Problem statement: Among the entries below, find every line that has "speed" and pull it out.

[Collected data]
•••••
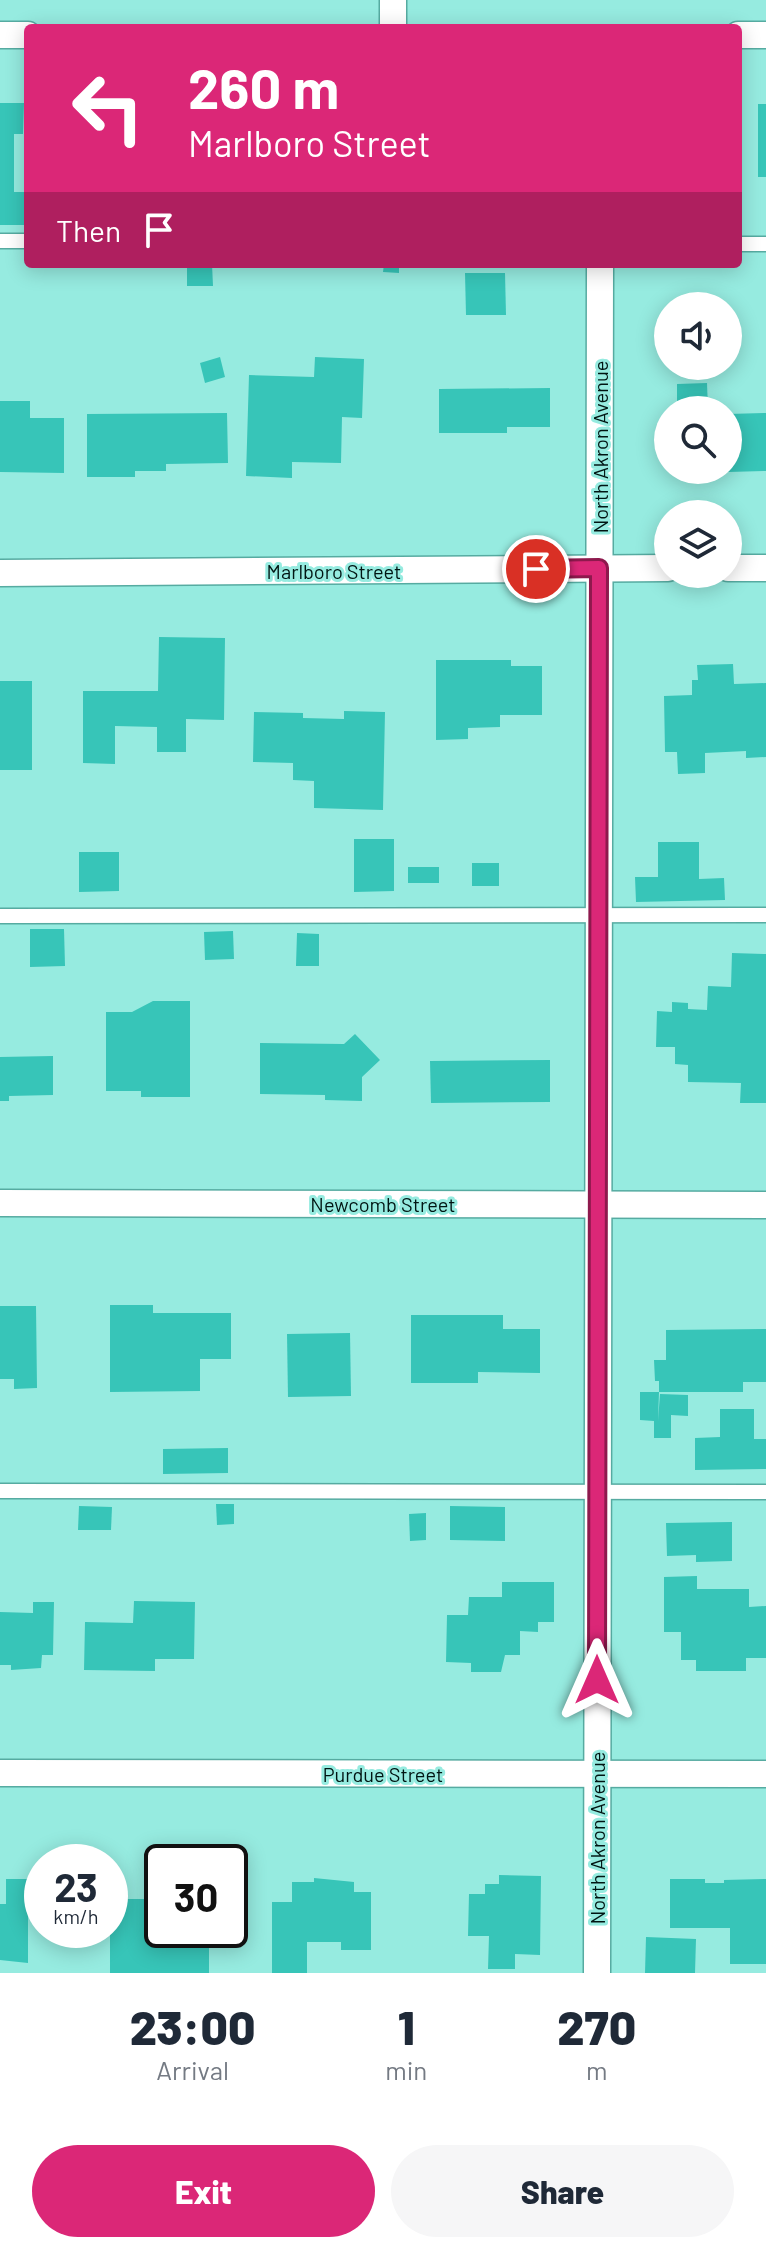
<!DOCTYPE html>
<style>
body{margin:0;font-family:Barlow,sans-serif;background:#f6f6f7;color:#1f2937;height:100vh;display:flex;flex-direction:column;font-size:30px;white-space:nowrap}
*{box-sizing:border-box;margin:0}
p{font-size:26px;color:#747a83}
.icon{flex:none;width:44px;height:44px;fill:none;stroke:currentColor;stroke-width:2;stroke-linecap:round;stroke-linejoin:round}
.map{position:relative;height:1973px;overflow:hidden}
.sheet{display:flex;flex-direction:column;background:#fff;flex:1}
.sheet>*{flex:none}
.banner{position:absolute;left:24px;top:24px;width:718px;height:244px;border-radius:8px;box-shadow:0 4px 20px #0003;background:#db2777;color:#fff;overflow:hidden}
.tools{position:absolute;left:654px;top:292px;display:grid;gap:16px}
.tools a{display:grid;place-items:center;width:88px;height:88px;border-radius:50%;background:#fff;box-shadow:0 4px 20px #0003;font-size:40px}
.speed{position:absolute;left:24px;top:1844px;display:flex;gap:16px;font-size:40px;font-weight:700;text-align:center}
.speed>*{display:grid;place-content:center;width:104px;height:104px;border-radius:50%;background:#fff;box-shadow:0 4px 20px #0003;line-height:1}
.speed small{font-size:20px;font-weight:400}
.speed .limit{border:4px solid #111;border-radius:12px;background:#fff;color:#111}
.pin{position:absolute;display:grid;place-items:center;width:68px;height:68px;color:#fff;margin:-34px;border:4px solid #fff;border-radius:50%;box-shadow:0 2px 8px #0007}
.me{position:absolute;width:88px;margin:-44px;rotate:0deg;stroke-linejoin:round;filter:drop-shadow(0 0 6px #0008)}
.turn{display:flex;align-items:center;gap:28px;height:168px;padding:0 32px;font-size:36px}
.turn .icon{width:104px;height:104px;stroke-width:2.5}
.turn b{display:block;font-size:56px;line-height:68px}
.then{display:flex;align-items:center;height:76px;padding:0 32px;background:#0003;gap:16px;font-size:30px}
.eta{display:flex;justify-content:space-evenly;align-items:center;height:136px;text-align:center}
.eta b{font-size:48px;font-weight:800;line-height:56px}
.action{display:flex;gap:16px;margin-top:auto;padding:16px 32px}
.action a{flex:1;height:92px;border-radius:48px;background:#db2777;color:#fff;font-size:32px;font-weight:800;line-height:92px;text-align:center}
.action a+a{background:#f6f6f7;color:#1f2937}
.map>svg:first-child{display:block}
.building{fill:#37c5b8}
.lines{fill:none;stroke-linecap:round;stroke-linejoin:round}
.lane-casing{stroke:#56aba1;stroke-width:17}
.street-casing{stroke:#56aba1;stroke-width:29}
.lane{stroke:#fff;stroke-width:14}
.street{stroke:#fff;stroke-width:26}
.route-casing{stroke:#8e194d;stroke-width:20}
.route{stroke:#db2777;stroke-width:14}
.labels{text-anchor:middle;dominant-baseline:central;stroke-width:6;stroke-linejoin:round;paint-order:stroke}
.street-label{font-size:20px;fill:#001412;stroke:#96ebe0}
</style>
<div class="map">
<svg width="766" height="1973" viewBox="0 0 766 1973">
<rect width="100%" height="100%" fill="#96ebe0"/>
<g class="building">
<polygon points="0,103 24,103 23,134 14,134 14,192 28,192 28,225 0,225"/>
<rect x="758" y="104" width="8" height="73"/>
<rect x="738" y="156" width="3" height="28"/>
<polygon points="187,264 212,264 213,286 187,286"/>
<polygon points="384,264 399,264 399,273 383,272"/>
<polygon points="465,273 505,273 506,315 466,315"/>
<polygon points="220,357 225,377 205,383 200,363"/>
<polygon points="315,357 364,359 362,418 342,417 341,463 292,462 292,478 246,476 249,375 314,377"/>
<polygon points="707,383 708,410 677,410 677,384"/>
<polygon points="550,388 550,427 507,427 507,433 439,433 439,389"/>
<polygon points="0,401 30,401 30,418 64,418 64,473 0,472"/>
<polygon points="227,413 228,463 166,464 166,471 135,471 135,477 87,477 87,414"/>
<polygon points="766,413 766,471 728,472 728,414"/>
<polygon points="159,637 225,638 224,720 186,719 186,752 157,752 157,727 115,726 115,764 83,763 83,691 158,691"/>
<polygon points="436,660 511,660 511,666 542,666 542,715 500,715 500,727 468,728 468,739 436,740"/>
<polygon points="733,664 734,684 766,683 766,757 746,758 746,751 705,753 705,773 678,774 677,752 665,752 664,696 692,695 692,680 698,680 697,665"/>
<rect x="0" y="681" width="32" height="89"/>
<polygon points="344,711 385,712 383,810 314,808 314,781 293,780 293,763 253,762 254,712 303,713 303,718 344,719"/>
<polygon points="354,839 394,839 394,891 354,892"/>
<polygon points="658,842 699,842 699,879 724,878 725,900 636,902 635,877 658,877"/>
<polygon points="79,852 119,852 119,891 79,892"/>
<rect x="472" y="863" width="27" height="23"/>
<rect x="408" y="867" width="31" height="16"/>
<polygon points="30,929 64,929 65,966 30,967"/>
<polygon points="233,931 234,959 205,960 204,932"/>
<polygon points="297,933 319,934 319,966 296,966"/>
<polygon points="732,953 766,954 766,1103 740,1103 741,1083 688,1082 688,1065 675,1064 675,1047 656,1047 657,1011 672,1012 672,1002 688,1003 688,1009 707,1010 708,986 731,987"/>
<polygon points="153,1001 190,1001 190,1097 141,1097 141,1091 106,1091 106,1012 132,1012"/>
<polygon points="355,1034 380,1060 362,1077 362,1101 325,1100 325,1095 260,1094 260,1043 344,1044"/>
<polygon points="53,1056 53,1095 9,1096 9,1101 0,1101 0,1057"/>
<polygon points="550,1060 550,1102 431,1103 430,1061"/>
<polygon points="110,1305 153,1305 153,1313 231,1313 231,1359 200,1359 200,1391 110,1392"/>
<polygon points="0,1306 36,1306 37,1388 14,1389 14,1379 0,1379"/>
<polygon points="411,1315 503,1315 503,1329 540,1329 540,1373 478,1372 478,1383 411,1383"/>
<polygon points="766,1329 766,1382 743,1382 743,1392 659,1392 658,1421 660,1394 688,1395 688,1416 671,1415 671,1438 654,1438 654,1421 640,1420 640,1392 659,1392 659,1381 655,1381 654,1360 666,1360 666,1330"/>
<polygon points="350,1333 351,1396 288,1397 287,1334"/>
<polygon points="720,1409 754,1409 754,1439 766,1439 766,1469 695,1470 695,1438 720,1437"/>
<polygon points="228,1448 228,1473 163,1474 163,1449"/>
<polygon points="216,1504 234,1504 234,1524 217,1525"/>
<polygon points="79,1506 112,1507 111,1530 78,1530"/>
<polygon points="450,1506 505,1507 505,1541 450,1540"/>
<polygon points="426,1513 426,1540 410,1541 409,1514"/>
<polygon points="732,1522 732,1561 696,1562 696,1555 667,1556 666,1523"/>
<polygon points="697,1576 697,1589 749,1589 749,1607 766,1606 766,1658 746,1658 746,1671 696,1671 696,1660 681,1660 681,1632 664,1632 664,1577"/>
<polygon points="502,1582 554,1582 554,1622 538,1622 538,1632 520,1631 520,1655 505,1655 501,1672 471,1672 471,1663 446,1662 447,1615 468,1615 469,1597 502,1597"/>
<polygon points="134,1601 195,1602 194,1659 155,1659 155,1671 84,1670 85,1622 133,1623"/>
<polygon points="33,1602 54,1602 53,1655 42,1655 41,1668 11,1670 11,1665 0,1665 0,1612 33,1613"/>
<polygon points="499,1875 541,1876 540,1955 515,1954 515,1969 488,1969 489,1936 468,1936 469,1894 485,1894 485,1884 499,1884"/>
<polygon points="314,1878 354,1882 354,1892 371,1892 371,1950 341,1950 341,1942 307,1942 307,1973 272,1973 272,1902 292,1902 292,1882 314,1882"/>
<polygon points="6,1879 28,1879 28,1963 0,1960 0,1904 6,1904"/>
<polygon points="670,1879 705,1879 705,1883 724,1883 724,1880 766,1879 766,1964 730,1964 730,1928 670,1928"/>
<polygon points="110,1899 147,1899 147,1905 162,1905 162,1930 209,1930 209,1973 110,1973"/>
<polygon points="646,1937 696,1939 695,1973 645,1973"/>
</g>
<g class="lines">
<defs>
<g id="lane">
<polyline points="0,241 28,241"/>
<polyline points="738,244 766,244"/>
<polyline points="0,916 766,915"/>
<polyline points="0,1491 766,1492"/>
</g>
<g id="street">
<polyline points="393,0 393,28"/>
<polyline points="0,35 28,35"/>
<polyline points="738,35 766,35"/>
<polyline points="728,568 766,568"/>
<polyline points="0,573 668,568"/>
<polyline points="0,1203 766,1205"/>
<polyline points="0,1773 766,1774"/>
<polyline points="597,1973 600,264"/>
</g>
</defs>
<use href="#lane" class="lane-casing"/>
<use href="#street" class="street-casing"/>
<use href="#lane" class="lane"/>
<use href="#street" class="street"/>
</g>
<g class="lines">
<defs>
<polyline id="route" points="536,569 599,568 597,1680"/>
</defs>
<use href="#route" class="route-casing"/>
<use href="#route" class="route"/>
</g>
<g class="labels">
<g class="street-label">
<text transform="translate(600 447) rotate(-90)">North Akron Avenue</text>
<text x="334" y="571">Marlboro Street</text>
<text x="383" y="1204">Newcomb Street</text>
<text x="383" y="1774">Purdue Street</text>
<text transform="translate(597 1838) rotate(-90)">North Akron Avenue</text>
</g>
</g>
</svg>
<div class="tools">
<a><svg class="icon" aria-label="sound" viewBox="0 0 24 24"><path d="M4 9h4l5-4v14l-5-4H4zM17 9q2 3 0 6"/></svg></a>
<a><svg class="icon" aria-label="search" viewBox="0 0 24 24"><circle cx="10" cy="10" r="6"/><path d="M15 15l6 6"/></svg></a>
<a><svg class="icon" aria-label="layers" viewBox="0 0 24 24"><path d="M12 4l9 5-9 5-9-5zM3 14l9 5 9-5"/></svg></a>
</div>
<div class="speed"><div>23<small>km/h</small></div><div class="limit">30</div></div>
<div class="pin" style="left:536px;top:569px;background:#d93025"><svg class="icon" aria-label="arrive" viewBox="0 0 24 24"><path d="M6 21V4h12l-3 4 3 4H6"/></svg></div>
<svg class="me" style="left:597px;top:1680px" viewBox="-20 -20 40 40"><path d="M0-17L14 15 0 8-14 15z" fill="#db2777" stroke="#fff" stroke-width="4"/></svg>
<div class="banner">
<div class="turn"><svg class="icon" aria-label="left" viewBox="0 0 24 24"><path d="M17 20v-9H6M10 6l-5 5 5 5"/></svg><div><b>260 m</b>Marlboro Street</div></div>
<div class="then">Then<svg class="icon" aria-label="arrive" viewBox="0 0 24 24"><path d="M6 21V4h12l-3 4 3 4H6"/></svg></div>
</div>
</div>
<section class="sheet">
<div class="eta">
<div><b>23:00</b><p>Arrival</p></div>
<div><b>1</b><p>min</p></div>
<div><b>270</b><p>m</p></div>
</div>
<div class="action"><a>Exit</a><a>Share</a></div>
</section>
•••••
Expected output:
.speed{position:absolute;left:24px;top:1844px;display:flex;gap:16px;font-size:40px;font-weight:700;text-align:center}
.speed>*{display:grid;place-content:center;width:104px;height:104px;border-radius:50%;background:#fff;box-shadow:0 4px 20px #0003;line-height:1}
.speed small{font-size:20px;font-weight:400}
.speed .limit{border:4px solid #111;border-radius:12px;background:#fff;color:#111}
<div class="speed"><div>23<small>km/h</small></div><div class="limit">30</div></div>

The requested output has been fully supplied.